[Saved entries]

****************************************

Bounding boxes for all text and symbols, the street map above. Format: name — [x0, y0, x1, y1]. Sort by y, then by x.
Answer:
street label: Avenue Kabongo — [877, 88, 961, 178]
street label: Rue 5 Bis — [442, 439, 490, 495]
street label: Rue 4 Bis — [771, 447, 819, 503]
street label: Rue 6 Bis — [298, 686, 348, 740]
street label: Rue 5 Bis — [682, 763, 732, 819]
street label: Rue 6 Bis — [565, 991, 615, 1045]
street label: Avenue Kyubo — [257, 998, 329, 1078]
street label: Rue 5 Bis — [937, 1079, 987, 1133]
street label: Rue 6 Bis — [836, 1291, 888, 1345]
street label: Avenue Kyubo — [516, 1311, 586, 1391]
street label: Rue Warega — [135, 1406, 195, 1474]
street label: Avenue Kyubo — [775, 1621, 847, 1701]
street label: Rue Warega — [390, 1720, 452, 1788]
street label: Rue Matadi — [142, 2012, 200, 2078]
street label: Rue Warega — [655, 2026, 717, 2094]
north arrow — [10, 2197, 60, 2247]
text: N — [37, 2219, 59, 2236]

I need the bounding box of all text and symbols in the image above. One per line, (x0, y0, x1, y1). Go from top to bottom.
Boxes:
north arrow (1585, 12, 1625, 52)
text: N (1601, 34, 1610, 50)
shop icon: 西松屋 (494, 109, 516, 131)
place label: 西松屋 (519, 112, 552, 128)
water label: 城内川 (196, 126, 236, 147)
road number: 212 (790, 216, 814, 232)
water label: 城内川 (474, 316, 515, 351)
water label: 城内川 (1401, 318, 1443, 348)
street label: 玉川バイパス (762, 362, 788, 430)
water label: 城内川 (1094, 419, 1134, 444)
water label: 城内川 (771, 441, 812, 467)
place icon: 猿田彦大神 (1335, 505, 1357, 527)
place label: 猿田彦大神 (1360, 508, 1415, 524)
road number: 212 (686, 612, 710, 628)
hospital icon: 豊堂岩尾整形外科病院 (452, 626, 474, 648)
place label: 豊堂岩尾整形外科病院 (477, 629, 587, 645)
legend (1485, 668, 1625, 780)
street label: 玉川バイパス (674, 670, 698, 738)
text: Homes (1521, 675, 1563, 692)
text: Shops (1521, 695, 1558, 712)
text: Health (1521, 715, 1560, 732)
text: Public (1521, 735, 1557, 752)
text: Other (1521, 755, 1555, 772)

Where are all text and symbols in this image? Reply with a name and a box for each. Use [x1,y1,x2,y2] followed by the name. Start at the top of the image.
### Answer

****************************************

* **EXERCISE AIM**: Your task is to print all of the records exactly.

* **EXPECTED ANSWER**:
Bounding boxes for all text and symbols, the street map above. Format: name — [x0, y0, x1, y1]. Sort by y, then by x.
Answer:
street label: Avenue Kabongo — [877, 88, 961, 178]
street label: Rue 5 Bis — [442, 439, 490, 495]
street label: Rue 4 Bis — [771, 447, 819, 503]
street label: Rue 6 Bis — [298, 686, 348, 740]
street label: Rue 5 Bis — [682, 763, 732, 819]
street label: Rue 6 Bis — [565, 991, 615, 1045]
street label: Avenue Kyubo — [257, 998, 329, 1078]
street label: Rue 5 Bis — [937, 1079, 987, 1133]
street label: Rue 6 Bis — [836, 1291, 888, 1345]
street label: Avenue Kyubo — [516, 1311, 586, 1391]
street label: Rue Warega — [135, 1406, 195, 1474]
street label: Avenue Kyubo — [775, 1621, 847, 1701]
street label: Rue Warega — [390, 1720, 452, 1788]
street label: Rue Matadi — [142, 2012, 200, 2078]
street label: Rue Warega — [655, 2026, 717, 2094]
north arrow — [10, 2197, 60, 2247]
text: N — [37, 2219, 59, 2236]

I need the bounding box of all text and symbols in the image above. One per line, (x0, y0, x1, y1). Go from top to bottom.
Boxes:
north arrow (1585, 12, 1625, 52)
text: N (1601, 34, 1610, 50)
shop icon: 西松屋 (494, 109, 516, 131)
place label: 西松屋 (519, 112, 552, 128)
water label: 城内川 (196, 126, 236, 147)
road number: 212 (790, 216, 814, 232)
water label: 城内川 (474, 316, 515, 351)
water label: 城内川 (1401, 318, 1443, 348)
street label: 玉川バイパス (762, 362, 788, 430)
water label: 城内川 (1094, 419, 1134, 444)
water label: 城内川 (771, 441, 812, 467)
place icon: 猿田彦大神 (1335, 505, 1357, 527)
place label: 猿田彦大神 (1360, 508, 1415, 524)
road number: 212 (686, 612, 710, 628)
hospital icon: 豊堂岩尾整形外科病院 (452, 626, 474, 648)
place label: 豊堂岩尾整形外科病院 (477, 629, 587, 645)
legend (1485, 668, 1625, 780)
street label: 玉川バイパス (674, 670, 698, 738)
text: Homes (1521, 675, 1563, 692)
text: Shops (1521, 695, 1558, 712)
text: Health (1521, 715, 1560, 732)
text: Public (1521, 735, 1557, 752)
text: Other (1521, 755, 1555, 772)

Where are all text and symbols in this image? Reply with a name and a box for each. Use [x1,y1,x2,y2] followed by the name. Start at the top of the image.
### Answer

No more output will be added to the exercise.